• **Work instruction**: Among the records, which lines include "LANE"? List them.

• **Data provided**:
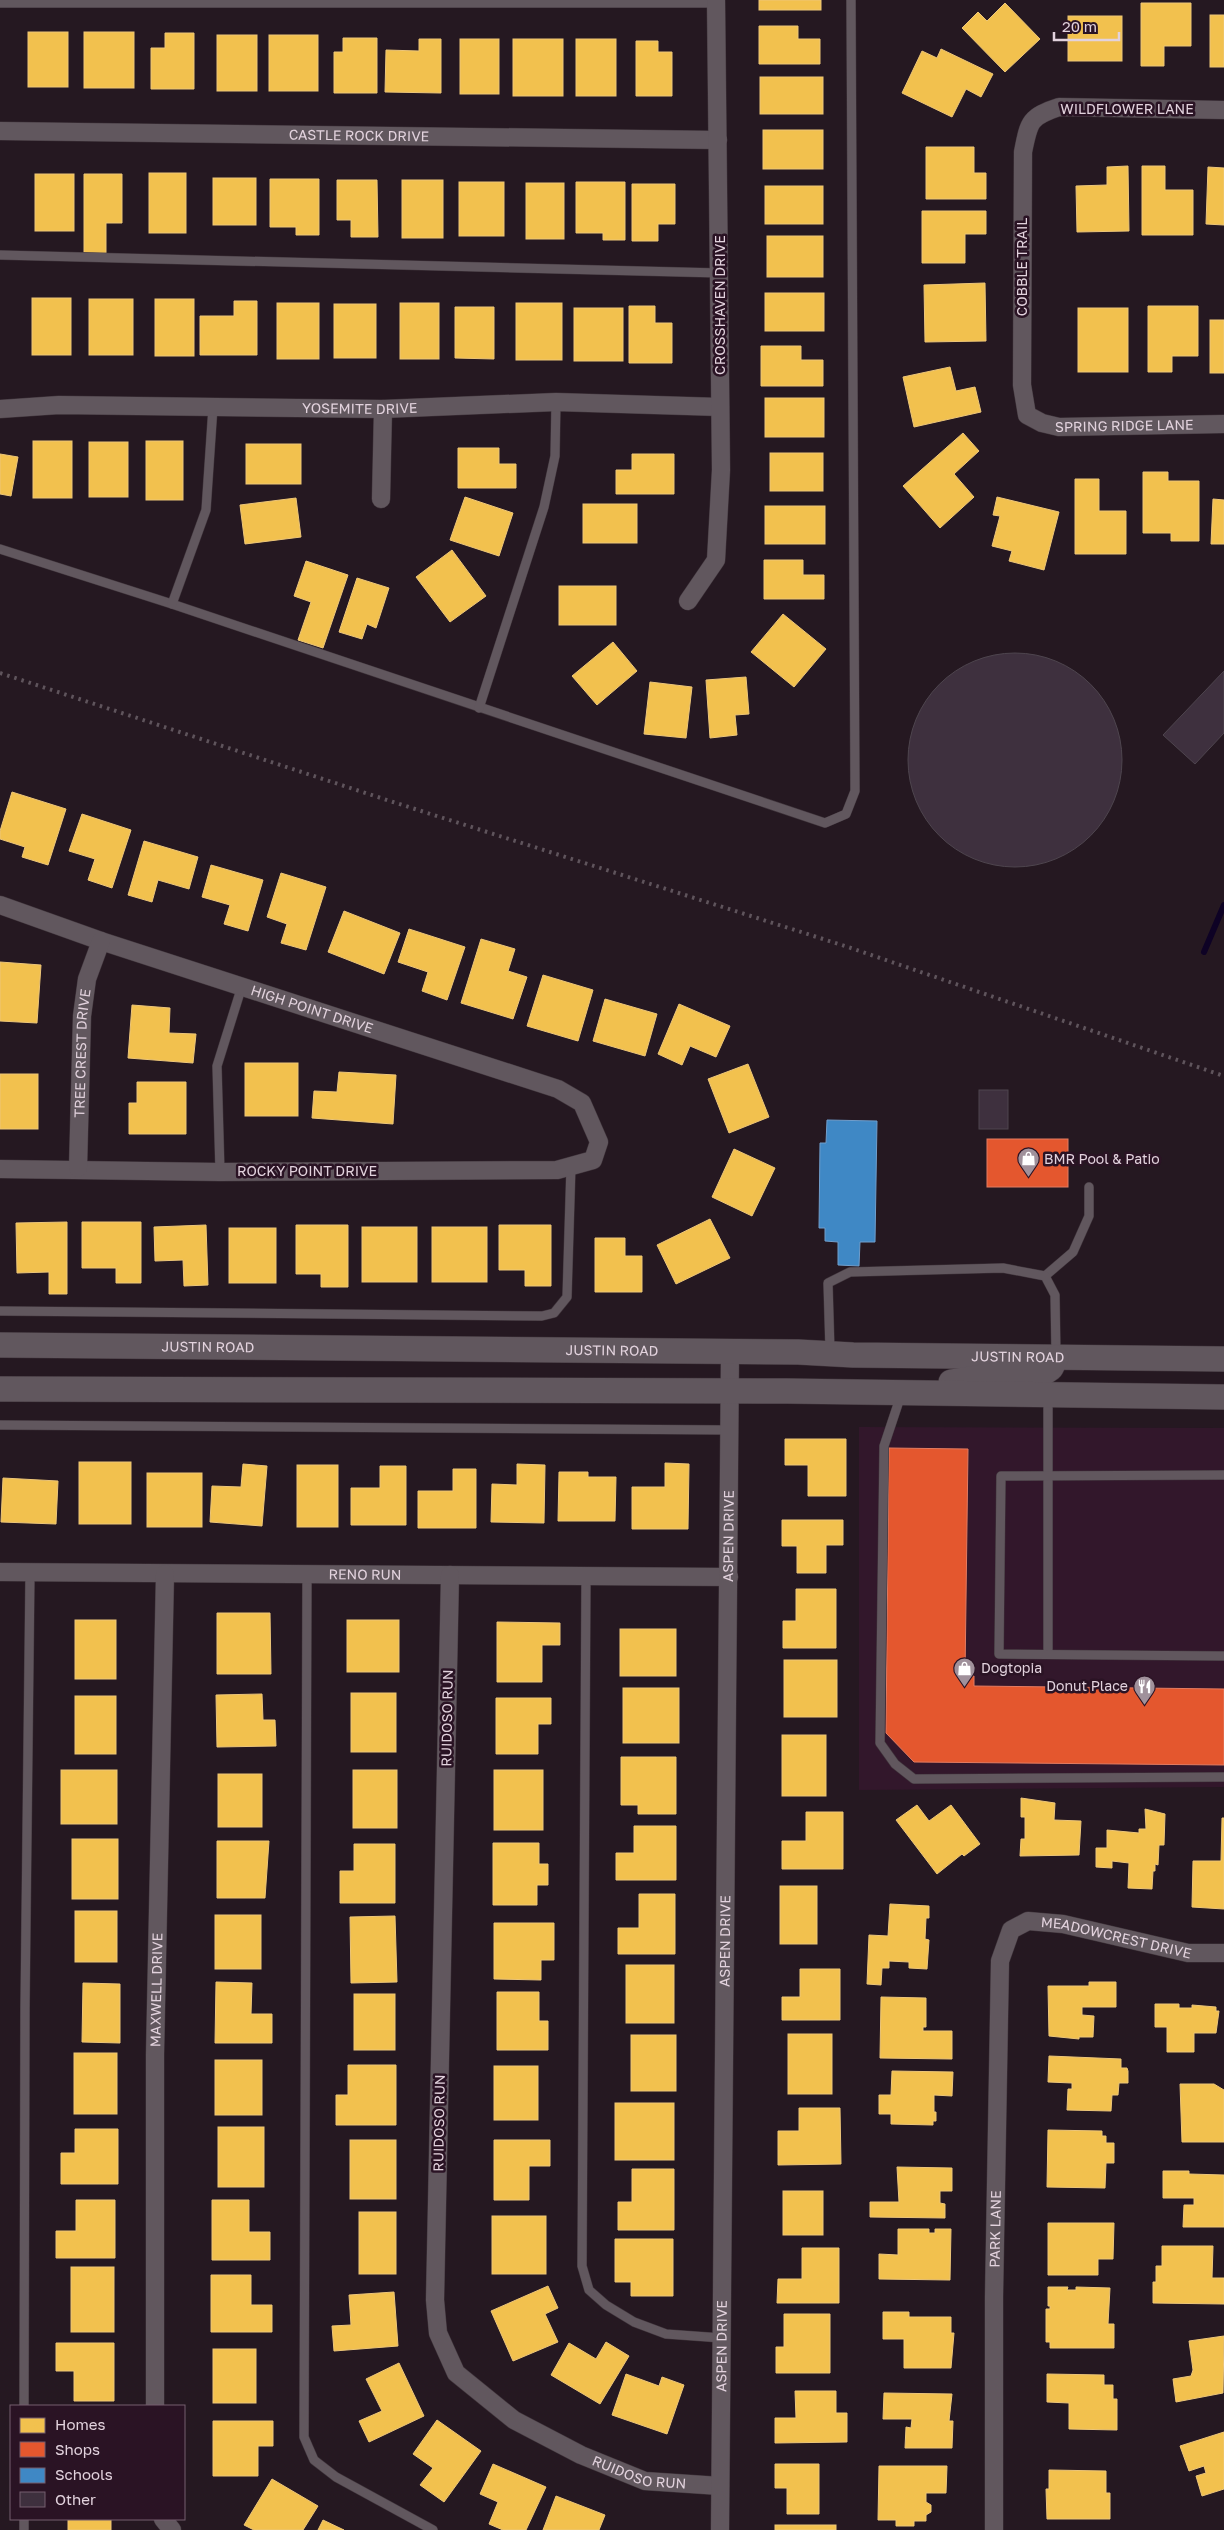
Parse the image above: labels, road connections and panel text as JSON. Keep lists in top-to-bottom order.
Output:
{
  "streets": {
    "main road": ["JUSTIN ROAD"],
    "street": [
      "WILDFLOWER LANE",
      "CASTLE ROCK DRIVE",
      "COBBLE TRAIL",
      "CROSSHAVEN DRIVE",
      "YOSEMITE DRIVE",
      "SPRING RIDGE LANE",
      "HIGH POINT DRIVE",
      "TREE CREST DRIVE",
      "ROCKY POINT DRIVE",
      "ASPEN DRIVE",
      "RENO RUN",
      "RUIDOSO RUN",
      "MEADOWCREST DRIVE",
      "MAXWELL DRIVE",
      "PARK LANE"
    ]
  },
  "crossings": [
    ["WILDFLOWER LANE", "COBBLE TRAIL"],
    ["CASTLE ROCK DRIVE", "CROSSHAVEN DRIVE"],
    ["COBBLE TRAIL", "SPRING RIDGE LANE"],
    ["CROSSHAVEN DRIVE", "YOSEMITE DRIVE"],
    ["HIGH POINT DRIVE", "TREE CREST DRIVE"],
    ["HIGH POINT DRIVE", "ROCKY POINT DRIVE"],
    ["TREE CREST DRIVE", "ROCKY POINT DRIVE"],
    ["JUSTIN ROAD", "ASPEN DRIVE"],
    ["ASPEN DRIVE", "RENO RUN"],
    ["ASPEN DRIVE", "RUIDOSO RUN"],
    ["RENO RUN", "RUIDOSO RUN"],
    ["RENO RUN", "MAXWELL DRIVE"],
    ["MEADOWCREST DRIVE", "PARK LANE"]
  ],
  "places": {
    "shop": ["BMR Pool & Patio", "Dogtopia"],
    "restaurant": ["Donut Place"]
  },
  "legend": [
    "Homes",
    "Shops",
    "Schools",
    "Other"
  ],
  "scale_bar": "20 m"
}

• **Task result**:
      "WILDFLOWER LANE",
      "SPRING RIDGE LANE",
      "PARK LANE"
    ["WILDFLOWER LANE", "COBBLE TRAIL"],
    ["COBBLE TRAIL", "SPRING RIDGE LANE"],
    ["MEADOWCREST DRIVE", "PARK LANE"]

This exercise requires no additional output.